Grain and oilseeds futures closed firmer on Monday;
- Chicago wheat July contract was up 12c/bu to 538;
- Kansas wheat July contract was up 13c/bu to 465.5;
- Minneapolis wheat September contract up 7.5c/bu to 543.5;
- MATIF wheat September contract up €3/t to €183.75
- MATIF rapeseed August contract was down €1.25/t at €367.5
- Winnipeg canola July contract down $C1.30/t to $C452.10
- Corn July contract up 4.5c/bu to 446.75;
- Soybeans July contract up 6.25c/bu to 909;
- Crude oil August contract down US$0.17/barrel to $57.7
- Dow Jones up 8.41 points to 26,727.54
- AUD up to 0.6960
- CAD up to 1.318
- EUR up to 1.139
Wheat rebounded to start the week, with Chicago closing +12¢ to 538 (N), KC +13¢ to 465.5¢(N), Minny +7.5¢ to 543.5¢(N), and Matif +3€ to 183.75 on the earlier close as markets finally begin to get concerned about the EU/BSEA heat – hot forecasts in parts of Canada aren’t helping things either. Corn picked up 4.75¢ to 446.75¢(N) while beans were up six and a quarter to 909¢ (N) (Matif rapeseed off a euro and a quarter to 367.5€ while Winnipeg gave up a buck thirty to $452.1). Meanwhile, despite US President Trump imposing new sanctions on Iran, crude oil has inched back 17¢ to $57.7/barrel WTI (off 40¢ to $64.8 Brent) and the DOW was up 8 points. The AUD is a tad stronger to 69.6¢, the CAD to $1.318, and the EUR trading at $1.139 with the dollar index off 0.2.

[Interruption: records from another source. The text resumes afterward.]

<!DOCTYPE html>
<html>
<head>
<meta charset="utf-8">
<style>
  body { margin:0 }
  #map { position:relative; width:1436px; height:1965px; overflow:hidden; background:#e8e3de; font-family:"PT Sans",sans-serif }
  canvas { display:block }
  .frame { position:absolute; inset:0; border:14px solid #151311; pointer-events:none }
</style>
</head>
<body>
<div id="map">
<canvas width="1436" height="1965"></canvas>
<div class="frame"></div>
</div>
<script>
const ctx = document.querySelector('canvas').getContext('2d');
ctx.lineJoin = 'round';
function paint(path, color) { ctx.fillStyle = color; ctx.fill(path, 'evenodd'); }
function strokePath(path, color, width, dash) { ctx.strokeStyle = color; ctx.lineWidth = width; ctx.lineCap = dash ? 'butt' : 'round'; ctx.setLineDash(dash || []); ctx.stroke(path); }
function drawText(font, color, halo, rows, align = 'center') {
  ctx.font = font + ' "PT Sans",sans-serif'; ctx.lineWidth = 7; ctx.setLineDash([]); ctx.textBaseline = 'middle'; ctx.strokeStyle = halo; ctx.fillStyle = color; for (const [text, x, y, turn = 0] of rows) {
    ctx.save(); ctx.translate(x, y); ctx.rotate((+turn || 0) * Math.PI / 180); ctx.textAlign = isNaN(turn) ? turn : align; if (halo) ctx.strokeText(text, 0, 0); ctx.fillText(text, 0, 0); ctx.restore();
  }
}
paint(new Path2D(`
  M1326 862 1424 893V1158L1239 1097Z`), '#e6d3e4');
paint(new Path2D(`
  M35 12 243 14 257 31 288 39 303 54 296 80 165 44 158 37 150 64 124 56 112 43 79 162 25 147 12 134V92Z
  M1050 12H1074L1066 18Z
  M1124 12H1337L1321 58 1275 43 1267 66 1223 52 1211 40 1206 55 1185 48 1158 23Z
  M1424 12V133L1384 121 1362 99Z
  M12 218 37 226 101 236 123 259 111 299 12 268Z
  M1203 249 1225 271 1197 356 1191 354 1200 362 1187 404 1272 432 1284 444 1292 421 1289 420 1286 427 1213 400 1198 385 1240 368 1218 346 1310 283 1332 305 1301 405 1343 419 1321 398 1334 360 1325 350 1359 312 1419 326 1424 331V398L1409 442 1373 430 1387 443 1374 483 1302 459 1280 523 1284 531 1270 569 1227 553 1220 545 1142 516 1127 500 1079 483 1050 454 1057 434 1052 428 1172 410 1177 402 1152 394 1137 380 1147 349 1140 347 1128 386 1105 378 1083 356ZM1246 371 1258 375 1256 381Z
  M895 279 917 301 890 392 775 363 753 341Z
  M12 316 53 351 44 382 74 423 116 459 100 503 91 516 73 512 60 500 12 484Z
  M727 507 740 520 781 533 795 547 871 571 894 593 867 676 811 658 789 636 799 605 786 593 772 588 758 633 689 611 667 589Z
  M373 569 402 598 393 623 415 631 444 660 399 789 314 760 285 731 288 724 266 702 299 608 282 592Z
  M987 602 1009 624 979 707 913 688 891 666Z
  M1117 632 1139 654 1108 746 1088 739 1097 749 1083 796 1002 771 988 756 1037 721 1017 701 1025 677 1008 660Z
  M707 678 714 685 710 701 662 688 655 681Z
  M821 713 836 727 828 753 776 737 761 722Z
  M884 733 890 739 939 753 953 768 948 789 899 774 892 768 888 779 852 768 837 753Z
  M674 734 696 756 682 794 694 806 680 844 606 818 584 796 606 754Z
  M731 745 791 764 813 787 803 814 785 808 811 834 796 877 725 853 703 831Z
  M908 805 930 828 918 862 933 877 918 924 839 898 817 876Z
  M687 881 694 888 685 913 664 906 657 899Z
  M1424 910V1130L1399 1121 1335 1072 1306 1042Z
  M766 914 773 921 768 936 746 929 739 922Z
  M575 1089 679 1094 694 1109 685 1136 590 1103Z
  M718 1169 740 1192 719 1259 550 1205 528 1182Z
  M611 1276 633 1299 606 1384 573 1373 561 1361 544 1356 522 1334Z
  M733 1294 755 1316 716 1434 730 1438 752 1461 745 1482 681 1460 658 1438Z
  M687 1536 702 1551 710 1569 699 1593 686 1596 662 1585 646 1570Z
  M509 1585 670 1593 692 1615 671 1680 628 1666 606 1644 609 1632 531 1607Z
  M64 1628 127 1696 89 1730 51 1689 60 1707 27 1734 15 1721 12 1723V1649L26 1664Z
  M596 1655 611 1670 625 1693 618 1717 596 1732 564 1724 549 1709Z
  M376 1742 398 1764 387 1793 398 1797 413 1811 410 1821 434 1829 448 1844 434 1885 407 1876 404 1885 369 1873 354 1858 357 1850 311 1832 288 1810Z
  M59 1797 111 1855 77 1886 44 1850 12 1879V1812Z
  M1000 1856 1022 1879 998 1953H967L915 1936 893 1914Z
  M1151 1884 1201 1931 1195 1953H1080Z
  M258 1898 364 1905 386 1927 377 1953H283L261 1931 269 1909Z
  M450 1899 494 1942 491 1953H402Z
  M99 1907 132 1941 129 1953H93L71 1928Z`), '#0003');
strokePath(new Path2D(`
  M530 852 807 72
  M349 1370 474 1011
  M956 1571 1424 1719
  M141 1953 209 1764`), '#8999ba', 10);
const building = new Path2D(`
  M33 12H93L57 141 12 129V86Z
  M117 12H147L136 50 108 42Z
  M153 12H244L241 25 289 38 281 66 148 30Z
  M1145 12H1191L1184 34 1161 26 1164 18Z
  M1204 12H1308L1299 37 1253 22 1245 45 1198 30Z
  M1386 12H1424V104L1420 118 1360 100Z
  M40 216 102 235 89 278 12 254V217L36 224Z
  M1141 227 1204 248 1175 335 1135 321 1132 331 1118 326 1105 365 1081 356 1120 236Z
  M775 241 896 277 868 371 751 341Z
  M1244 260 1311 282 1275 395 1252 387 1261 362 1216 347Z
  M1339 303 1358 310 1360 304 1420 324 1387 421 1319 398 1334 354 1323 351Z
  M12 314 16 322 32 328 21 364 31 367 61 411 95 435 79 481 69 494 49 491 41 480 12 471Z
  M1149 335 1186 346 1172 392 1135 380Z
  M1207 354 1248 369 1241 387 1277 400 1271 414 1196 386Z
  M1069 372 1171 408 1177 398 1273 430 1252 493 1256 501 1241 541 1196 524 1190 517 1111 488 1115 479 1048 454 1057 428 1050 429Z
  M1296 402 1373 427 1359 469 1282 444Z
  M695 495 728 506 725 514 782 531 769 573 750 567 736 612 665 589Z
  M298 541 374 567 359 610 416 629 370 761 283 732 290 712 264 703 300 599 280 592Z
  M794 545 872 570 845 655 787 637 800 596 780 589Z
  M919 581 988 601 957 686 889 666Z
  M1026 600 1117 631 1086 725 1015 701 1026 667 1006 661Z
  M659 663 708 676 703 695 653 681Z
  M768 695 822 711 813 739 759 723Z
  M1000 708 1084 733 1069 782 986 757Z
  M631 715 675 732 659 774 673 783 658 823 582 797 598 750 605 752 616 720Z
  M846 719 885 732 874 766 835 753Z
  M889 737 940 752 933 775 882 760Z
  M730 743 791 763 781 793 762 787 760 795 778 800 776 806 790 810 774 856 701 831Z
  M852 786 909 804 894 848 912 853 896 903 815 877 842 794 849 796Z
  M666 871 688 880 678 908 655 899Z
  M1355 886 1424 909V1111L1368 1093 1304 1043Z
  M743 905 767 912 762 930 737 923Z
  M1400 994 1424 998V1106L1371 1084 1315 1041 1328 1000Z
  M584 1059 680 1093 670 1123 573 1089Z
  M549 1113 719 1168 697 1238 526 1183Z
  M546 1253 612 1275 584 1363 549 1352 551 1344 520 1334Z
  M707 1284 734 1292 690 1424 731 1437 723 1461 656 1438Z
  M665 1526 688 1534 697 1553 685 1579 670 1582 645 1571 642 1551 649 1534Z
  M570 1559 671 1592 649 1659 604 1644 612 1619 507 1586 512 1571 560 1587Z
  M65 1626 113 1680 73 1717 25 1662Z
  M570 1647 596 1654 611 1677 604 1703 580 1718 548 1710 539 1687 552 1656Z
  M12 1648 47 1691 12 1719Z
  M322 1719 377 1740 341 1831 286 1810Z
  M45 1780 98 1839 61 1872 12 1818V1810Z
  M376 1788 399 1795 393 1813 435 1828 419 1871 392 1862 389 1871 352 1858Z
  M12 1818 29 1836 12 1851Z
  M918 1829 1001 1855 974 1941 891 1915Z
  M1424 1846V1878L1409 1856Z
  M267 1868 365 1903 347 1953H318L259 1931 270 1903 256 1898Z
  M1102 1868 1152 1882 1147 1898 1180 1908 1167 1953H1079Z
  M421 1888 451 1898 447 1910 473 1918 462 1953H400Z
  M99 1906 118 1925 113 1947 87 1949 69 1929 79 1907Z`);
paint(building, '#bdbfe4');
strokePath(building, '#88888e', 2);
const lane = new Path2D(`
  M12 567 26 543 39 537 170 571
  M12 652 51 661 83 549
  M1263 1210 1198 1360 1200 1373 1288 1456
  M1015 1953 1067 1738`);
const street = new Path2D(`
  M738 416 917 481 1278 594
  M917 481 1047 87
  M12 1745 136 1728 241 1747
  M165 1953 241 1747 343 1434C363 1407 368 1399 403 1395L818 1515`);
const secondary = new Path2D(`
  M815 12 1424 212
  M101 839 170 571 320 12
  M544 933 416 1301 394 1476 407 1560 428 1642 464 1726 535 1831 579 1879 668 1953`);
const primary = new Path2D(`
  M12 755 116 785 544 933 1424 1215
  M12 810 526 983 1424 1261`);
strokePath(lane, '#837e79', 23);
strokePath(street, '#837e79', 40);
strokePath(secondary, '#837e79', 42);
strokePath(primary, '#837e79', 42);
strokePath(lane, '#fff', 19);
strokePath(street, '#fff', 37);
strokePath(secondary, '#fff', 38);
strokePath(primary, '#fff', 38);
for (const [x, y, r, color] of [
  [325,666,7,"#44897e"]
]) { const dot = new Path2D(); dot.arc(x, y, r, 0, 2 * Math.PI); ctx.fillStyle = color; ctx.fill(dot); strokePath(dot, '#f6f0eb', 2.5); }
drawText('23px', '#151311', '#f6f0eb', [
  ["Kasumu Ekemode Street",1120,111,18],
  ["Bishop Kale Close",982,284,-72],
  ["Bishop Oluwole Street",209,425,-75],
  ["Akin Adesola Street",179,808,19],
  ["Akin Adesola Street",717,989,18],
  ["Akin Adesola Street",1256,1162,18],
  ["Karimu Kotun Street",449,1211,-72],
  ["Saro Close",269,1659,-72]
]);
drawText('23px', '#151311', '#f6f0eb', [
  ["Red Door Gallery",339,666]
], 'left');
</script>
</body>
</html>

Crop progress figures were out again for the US, calling corn planting up to 96pc nationally and beans at 85pc. However, there’s little confidence in the market about how well these figures actually reflect fieldwork (especially given the rains across the Midwest the other week) as opposed to prevent-plant decisions. This is the first time in many years in which the methodology behind planting progress has actually mattered to the market – and many are finally now realizing that they misunderstood the figures for years. In more “normal” years the difference has mattered little, but in the extreme cases (as is the case in 2019) the differentiation between reduced intentions and increased planting is critical. We won’t see any real resolution to this discussion on acreage in the near term, though markets are closely looking towards this Friday’s acreage report as a directional guide – the figures there are surveyed during the first two weeks of June so they are not likely to be representative in absolute terms given the last few weeks. Crop conditions were also in, with corn at 56pc good/excellent (g/e) versus 77pc average and beans at 54pc (vs 73pc avg). Speculators are already trying to tie these figures into their yield models, but Lachstock suggests that these figures are also likely to be subject to some debate in coming weeks – given the delayed maturity, amount of yet-to-emerge beans, and variance in interpretations likely in this abnormal year (states offices can interpret categories/definitions/
Meanwhile, US wheat harvest figures remain slow, with the national average pegged at 15pc cut (winter wheat) vs 34pc normal – and we make note that Kansas progress was only 5pc (vs 36pc avg). Crop conditions were down slightly (61pc g/e vs 64pc last week) but with harvest ongoing and the recent weather the questions are more focused on actual harvest yield (so far so good) and quality results (more mixed). Other global news has been relatively quiet, with SAGO results in yesterday showing booked barley prices from a $186/t to $193 C&F Red Sea, and $200-206 C&F Gulf. Comments out of India are also noting the improvement in monsoon rains there in recent days – helping kickstart delayed plantings (from the dryness) for their summer crops.
Good luck to any readers in Europe – stay cool and hydrated.